White goods maker Midea deploys IIOT technologies to improve manufacturing processes and support product innovation. In Midea’s sensor-enabled “flexible automation” assembly lines, the manufacturing process is not only fully automated, but also dynamically adjustable to address differences in machine models, processing requirements, and materials. Machine vision is applied to detect errors in manufacturing processes, while IIOT-enabled machines send back customer usage data to R&D teams, providing valuable input and insights that help drive a continuous process of innovation.
SAIC, a leading automaker, has shown how committing to digital manufacturing can enable entirely new, customer-to-business (C2B) models, where digital solutions enable buyers to customize their orders via 3D digital car simulations. Car configuration and production queue information is then transmitted to suppliers to initiate justin- sequence shipment, reducing time to market by 35 percent. All the while, AI tools continuously monitor build progress to identify errors, helping lift order configuration accuracy to 99.8 percent. So far, we have seen the majority of lighthouses spring up among consumer-facing industries like autos, consumer goods, and home appliances, but the next phase will be to extend the revolution to traditional industries such as steel, machine tools, and manufacturing.

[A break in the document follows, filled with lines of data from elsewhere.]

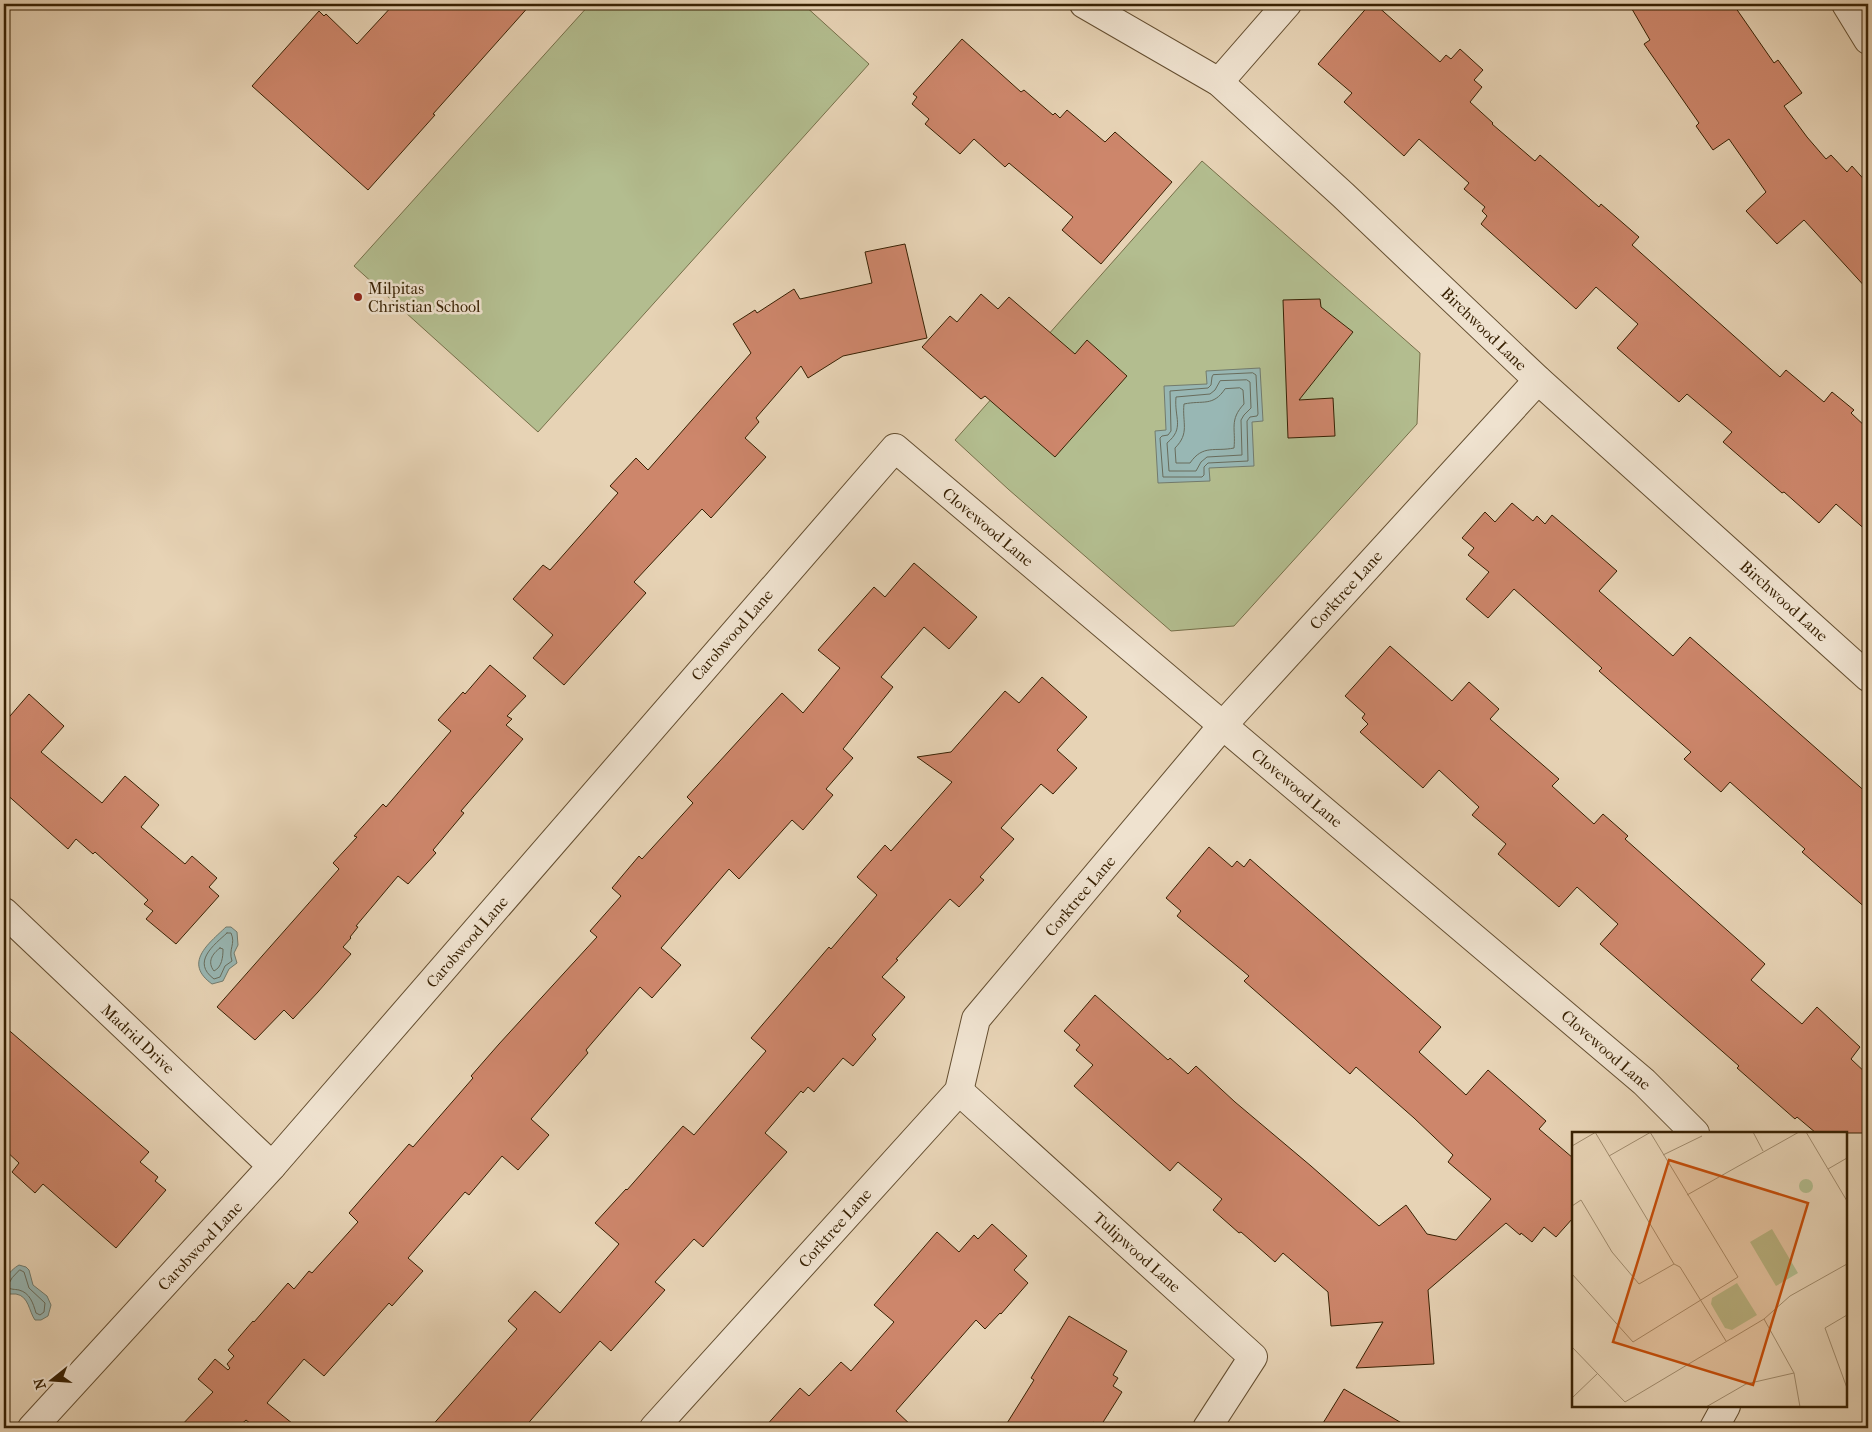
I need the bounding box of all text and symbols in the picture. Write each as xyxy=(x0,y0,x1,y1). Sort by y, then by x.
place label: Milpitas Christian School xyxy=(368,279,481,316)
street label: Birchwood Lane xyxy=(1437,283,1531,375)
marker: Milpitas Christian School xyxy=(352,291,364,303)
street label: Clovewood Lane xyxy=(939,484,1037,570)
street label: Corktree Lane xyxy=(1306,547,1386,633)
street label: Birchwood Lane xyxy=(1736,557,1832,645)
street label: Carobwood Lane xyxy=(687,585,777,685)
street label: Clovewood Lane xyxy=(1248,745,1346,831)
street label: Corktree Lane xyxy=(1041,852,1119,940)
street label: Carobwood Lane xyxy=(422,892,512,992)
street label: Madrid Drive xyxy=(97,1000,179,1078)
street label: Clovewood Lane xyxy=(1557,1006,1655,1094)
inset map xyxy=(1572,1132,1847,1407)
street label: Corktree Lane xyxy=(795,1185,875,1271)
street label: Carobwood Lane xyxy=(154,1197,246,1295)
street label: Tulipwood Lane xyxy=(1089,1208,1185,1296)
north arrow xyxy=(28,1354,78,1404)
text: N xyxy=(30,1376,50,1391)

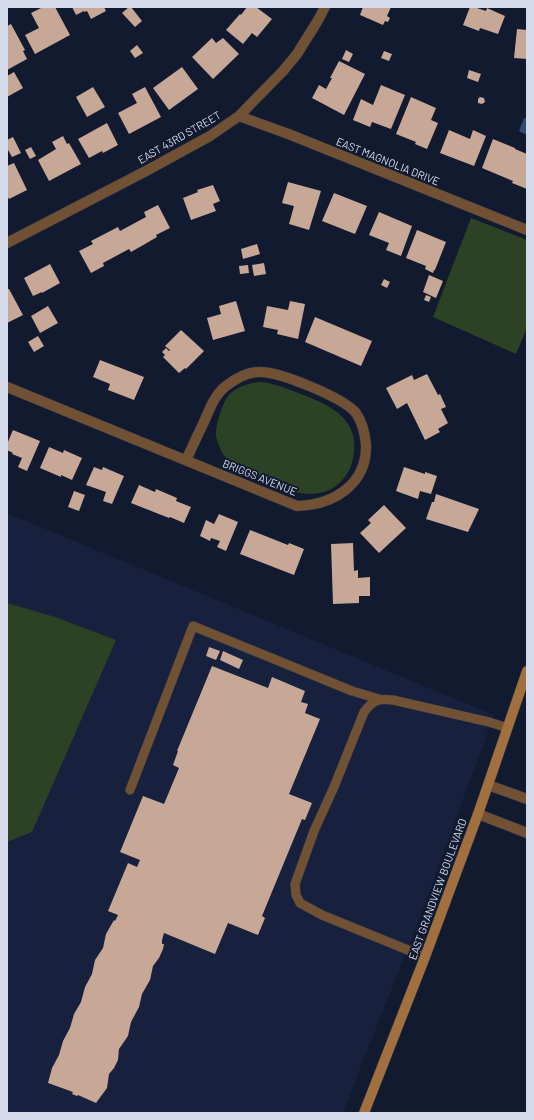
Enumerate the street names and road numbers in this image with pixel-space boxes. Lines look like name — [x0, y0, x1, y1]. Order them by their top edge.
street label: EAST 43RD STREET — [135, 108, 223, 166]
street label: EAST MAGNOLIA DRIVE — [334, 134, 442, 188]
street label: BRIGGS AVENUE — [221, 456, 299, 498]
street label: EAST GRANDVIEW BOULEVARD — [405, 816, 469, 961]

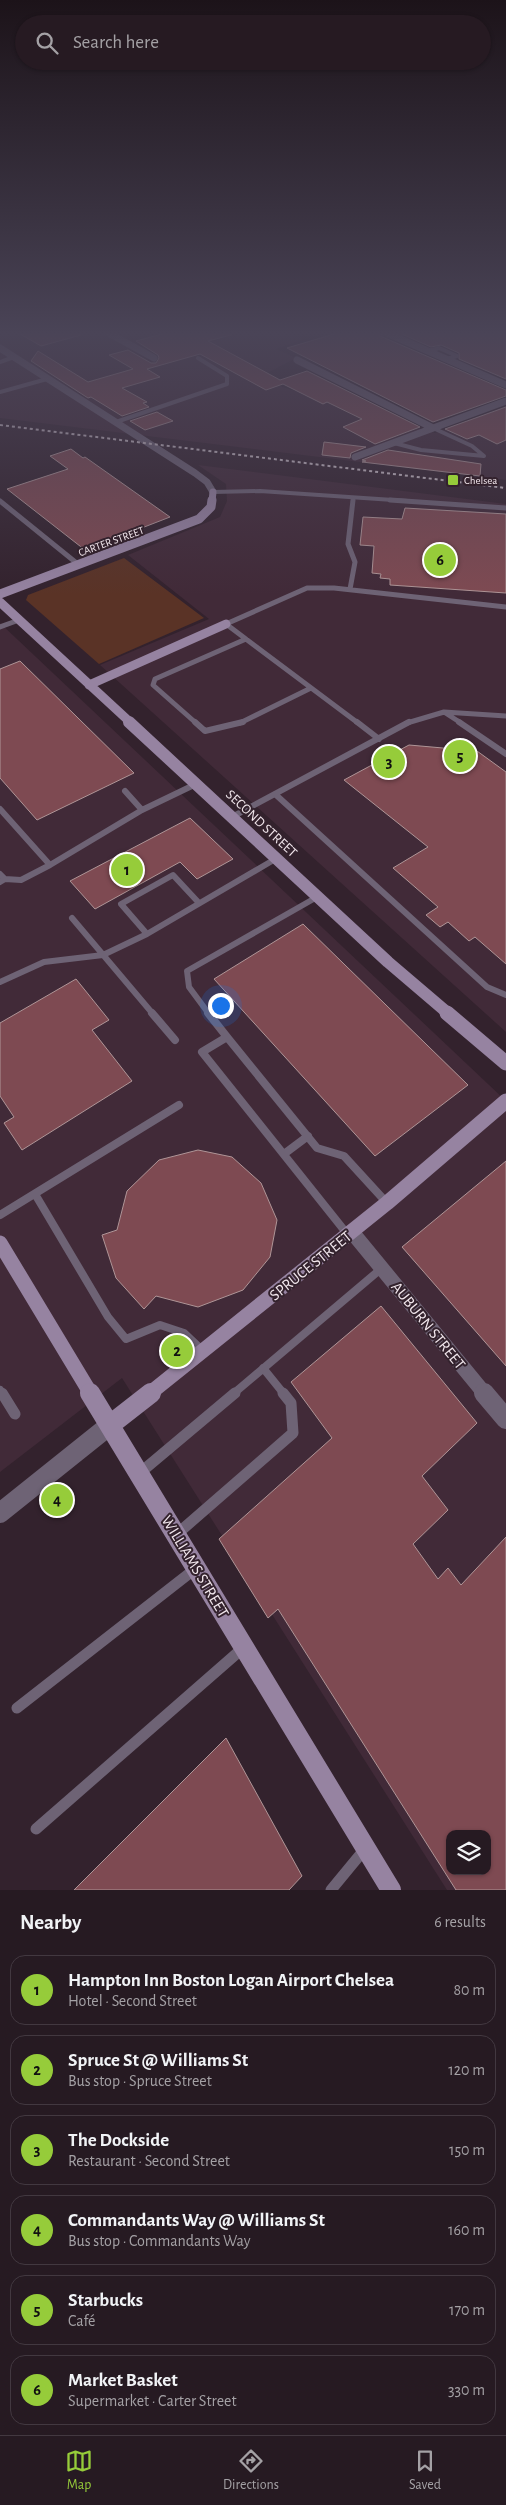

Digital innovation megatrend #6: Digital urbanization
Almost half of the world’s smart cities are in China, some 500 in total. While initially smart city applications have focused on areas like security and traffic management, 5G networks and edge computing advances are likely to usher in a new era for cities as integrated digital platforms.
Imagine the digital innovations highlighted in Chapter 2 of this report—in education, healthcare, logistics, and omnichannel ecommerce for example—being applied at massive scale across China’s cities to improve public service provision.
In Shenzhen, Tencent is building a smart city that puts people and the environment first, aiming to cut down on car usage by using AI to improve public access, while integrating green space into a huge campus for employees.
At the international AI City Challenge in March 2021, Chinese companies or research institutions took the top two places across five categories. Douyin (TikTok), for example, took second place in a challenge to identify road accidents and stalled vehicles from freeway video feeds. Alibaba’s City
Brain tool will continue to bring environmental analysis, visual search, and urban planning tools to municipal authorities nationwide. Government services are likely to be a primary beneficiary, as digitization solves pain points such as overcrowding and resource misallocation.